Dueño de varios departamentos, casas y campos, tenía un ingreso superior a lo imaginado. Rastrearon sus datos y descubrieron que era descendiente de una familia muy importante de la ganadería y política de cierta provincia. El silencio rodeaba su vida. Siempre separado de aquellos, a los que podría importunar su condición y apetitos sexuales. Nadie sabía de él desde hacía tiempo y la mayoría de sus familiares trataron de desaparecer muy rápido de las oficinas policiales, antes de ser señalados como parientes. Nada se aclaraba y Kiki, ya instalado era observado en forma permanente por alguien de la oficina. El caso era desafortunado.

Una mañana, Gregorio necesitó limpiar el hueco del ascensor y descubrió un enorme cuchillo ensangrentado. La sangre estaba seca pero aun sus marcas mostraban la ferocidad del uso. Llamó a Fernández y éste tomó el objeto con los cuidados propios de su experiencia. Comenzó el trayecto a la deducción. ¿Quién pudo matar al desaparecido? ¿Había desaparecido y estaba fuera del país? La oficina se pobló de intrincados peritajes y fotos del padrino de Kiki. Los medios no hacían otra cosa que hablar del caso.
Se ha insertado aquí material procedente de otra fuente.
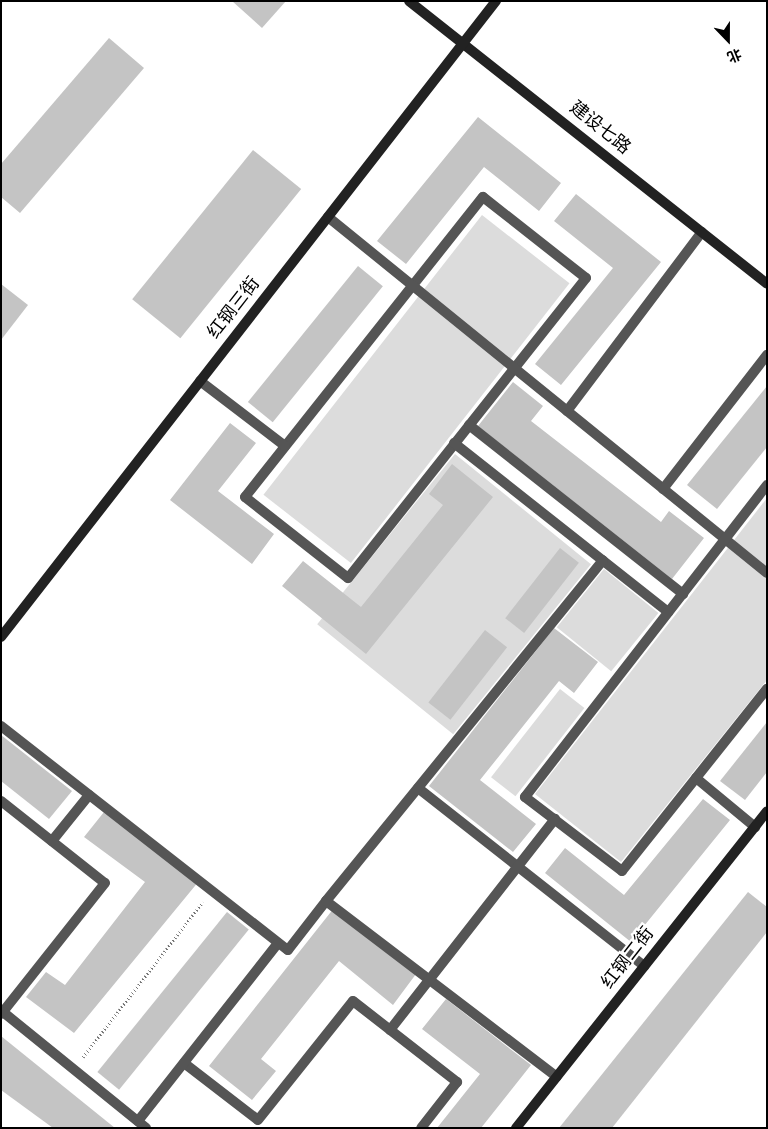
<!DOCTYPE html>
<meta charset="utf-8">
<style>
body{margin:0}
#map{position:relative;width:768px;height:1129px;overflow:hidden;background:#fff;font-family:Overpass,"Noto Sans SC",sans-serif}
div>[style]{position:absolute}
.green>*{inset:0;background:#dcdcdc;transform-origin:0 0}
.building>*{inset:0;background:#c4c4c4;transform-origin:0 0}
.path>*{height:3px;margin-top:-1.5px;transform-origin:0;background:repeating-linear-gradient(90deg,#777 0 1px,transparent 0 3.5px)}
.street>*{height:10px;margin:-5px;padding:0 5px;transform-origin:5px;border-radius:5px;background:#555}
.secondary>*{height:10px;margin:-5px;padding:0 5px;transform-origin:5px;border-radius:5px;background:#222}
span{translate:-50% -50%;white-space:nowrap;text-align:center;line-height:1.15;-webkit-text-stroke:4.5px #fff;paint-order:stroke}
.street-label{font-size:18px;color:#000}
.frame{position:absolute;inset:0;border:2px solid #000;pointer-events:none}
.north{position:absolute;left:703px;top:15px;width:50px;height:50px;-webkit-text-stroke:4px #fff;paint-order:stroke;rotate:158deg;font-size:14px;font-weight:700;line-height:20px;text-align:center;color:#000}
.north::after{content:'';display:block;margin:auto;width:18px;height:22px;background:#000;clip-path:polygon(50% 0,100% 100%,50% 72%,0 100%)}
</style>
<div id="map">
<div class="green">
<i style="left:482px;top:215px;width:111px;height:355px;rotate:38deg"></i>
<i style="left:455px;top:454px;width:175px;height:219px;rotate:39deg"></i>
<i style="clip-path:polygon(767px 498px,767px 680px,621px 862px,535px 794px)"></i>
<i style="left:604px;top:569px;width:70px;height:75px;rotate:39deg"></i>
<i style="left:560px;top:689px;width:31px;height:112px;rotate:38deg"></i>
</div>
<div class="building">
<i style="clip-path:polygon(232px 1px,286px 1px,262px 28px)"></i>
<i style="clip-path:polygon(109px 38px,144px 68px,20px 213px,1px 197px,1px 164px)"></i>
<i style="clip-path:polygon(478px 117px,561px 183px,539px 211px,484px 167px,406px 264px,377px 241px)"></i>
<i style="left:253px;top:150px;width:62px;height:192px;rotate:39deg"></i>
<i style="clip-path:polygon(576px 194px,661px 262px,561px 385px,535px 364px,613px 268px,554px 221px)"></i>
<i style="left:358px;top:266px;width:32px;height:175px;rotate:39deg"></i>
<i style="clip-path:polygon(1px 284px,28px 305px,1px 340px)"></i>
<i style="clip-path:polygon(513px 382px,543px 406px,531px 421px,661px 522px,669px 511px,704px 538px,672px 579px,478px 426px)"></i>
<i style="clip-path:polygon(767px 386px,767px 447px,717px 509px,687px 485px)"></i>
<i style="clip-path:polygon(230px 423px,256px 443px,218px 491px,274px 534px,252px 564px,170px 500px)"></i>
<i style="clip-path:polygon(452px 464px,493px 497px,366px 654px,282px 586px,303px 561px,361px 607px,443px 505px,429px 494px)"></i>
<i style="left:560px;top:548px;width:24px;height:89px;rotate:38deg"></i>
<i style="clip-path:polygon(554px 628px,598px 662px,574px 693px,559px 681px,480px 780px,536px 824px,513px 852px,429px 786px)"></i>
<i style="left:485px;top:630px;width:28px;height:92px;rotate:38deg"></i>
<i style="clip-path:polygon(767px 722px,767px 772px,745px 800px,720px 781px)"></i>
<i style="clip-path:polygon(1px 735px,72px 791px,49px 819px,1px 781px)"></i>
<i style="clip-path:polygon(703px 799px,730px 820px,631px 942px,545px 873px,565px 848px,624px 895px)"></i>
<i style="clip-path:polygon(104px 812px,199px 881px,74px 1033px,26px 997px,46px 972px,65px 985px,145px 882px,84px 837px)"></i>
<i style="clip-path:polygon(748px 892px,767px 907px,767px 932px,612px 1128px,559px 1128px)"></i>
<i style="clip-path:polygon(334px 908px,416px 974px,393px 1005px,339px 961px,261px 1059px,276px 1071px,252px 1100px,209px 1066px)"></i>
<i style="left:227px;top:912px;width:28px;height:206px;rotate:39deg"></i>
<i style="clip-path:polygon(446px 999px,531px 1065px,481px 1128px,437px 1128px,480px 1074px,422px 1029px)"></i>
<i style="clip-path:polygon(1px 1036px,115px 1128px,53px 1128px,1px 1090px)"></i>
</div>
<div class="path">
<i style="left:83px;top:1057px;width:196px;rotate:-52.3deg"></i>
</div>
<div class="street">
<i style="left:483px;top:197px;width:131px;rotate:38.2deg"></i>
<i style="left:586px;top:278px;width:383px;rotate:128.4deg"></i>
<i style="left:348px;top:578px;width:131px;rotate:-141.8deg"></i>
<i style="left:245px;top:497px;width:383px;rotate:-51.6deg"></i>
<i style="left:328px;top:217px;width:565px;rotate:39.04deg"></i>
<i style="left:200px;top:381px;width:107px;rotate:37.4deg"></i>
<i style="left:567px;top:411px;width:224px;rotate:-53deg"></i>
<i style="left:469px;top:425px;width:273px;rotate:38.3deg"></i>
<i style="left:454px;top:443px;width:273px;rotate:38.3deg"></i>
<i style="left:767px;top:485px;width:395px;rotate:127.8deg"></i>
<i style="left:525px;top:797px;width:122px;rotate:37.3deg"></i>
<i style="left:622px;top:871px;width:233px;rotate:-51.5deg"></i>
<i style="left:663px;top:489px;width:170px;rotate:-52.2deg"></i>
<i style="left:1px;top:726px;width:364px;rotate:38deg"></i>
<i style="left:288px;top:950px;width:62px;rotate:-52.2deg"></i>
<i style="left:326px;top:901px;width:290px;rotate:37.3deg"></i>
<i style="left:696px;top:778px;width:77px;rotate:39.7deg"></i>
<i style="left:418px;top:788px;width:288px;rotate:38.2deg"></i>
<i style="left:1px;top:801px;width:132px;rotate:38.3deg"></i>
<i style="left:105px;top:883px;width:167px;rotate:128.4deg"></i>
<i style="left:52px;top:841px;width:59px;rotate:-51.2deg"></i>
<i style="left:326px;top:901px;width:439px;rotate:-50.9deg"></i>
<i style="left:3px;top:1012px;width:184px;rotate:39deg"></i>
<i style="left:390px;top:1030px;width:268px;rotate:-52deg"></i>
<i style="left:184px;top:1063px;width:93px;rotate:37.6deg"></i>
<i style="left:258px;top:1120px;width:152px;rotate:-51.4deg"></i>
<i style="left:353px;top:1001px;width:132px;rotate:37.9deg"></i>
<i style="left:457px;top:1082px;width:58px;rotate:128deg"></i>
<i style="left:138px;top:1121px;width:226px;rotate:-51.8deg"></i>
</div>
<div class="secondary">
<i style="left:409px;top:1px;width:456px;rotate:38.3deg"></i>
<i style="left:1px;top:637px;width:806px;rotate:-52.11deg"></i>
<i style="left:516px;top:1128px;width:404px;rotate:-51.6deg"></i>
</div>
<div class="street-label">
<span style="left:599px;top:129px;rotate:39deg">建设七路</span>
<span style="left:235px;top:309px;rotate:-52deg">红钢三街</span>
<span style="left:629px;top:959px;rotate:-52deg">红钢二街</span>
</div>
<div class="frame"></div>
<div class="north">北</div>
</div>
Apareció un abogado con papeles muy importantes. Había una fortuna en juego y la dudosa necesidad de abrir el testamento. ¿A quién había dejado semejante legado?

De repente comenzaron a aparecer parientes que hasta poco tiempo antes ni lo aceptaban como tal. El único que seguía llorando su desaparición era Kiki o mejor dicho Daniel Hernández. ¿Sería él, quién lo heredaría o tal vez fue quien lo mató?  

Nadie encontraba el cuerpo y sin cuerpo, no había un caso.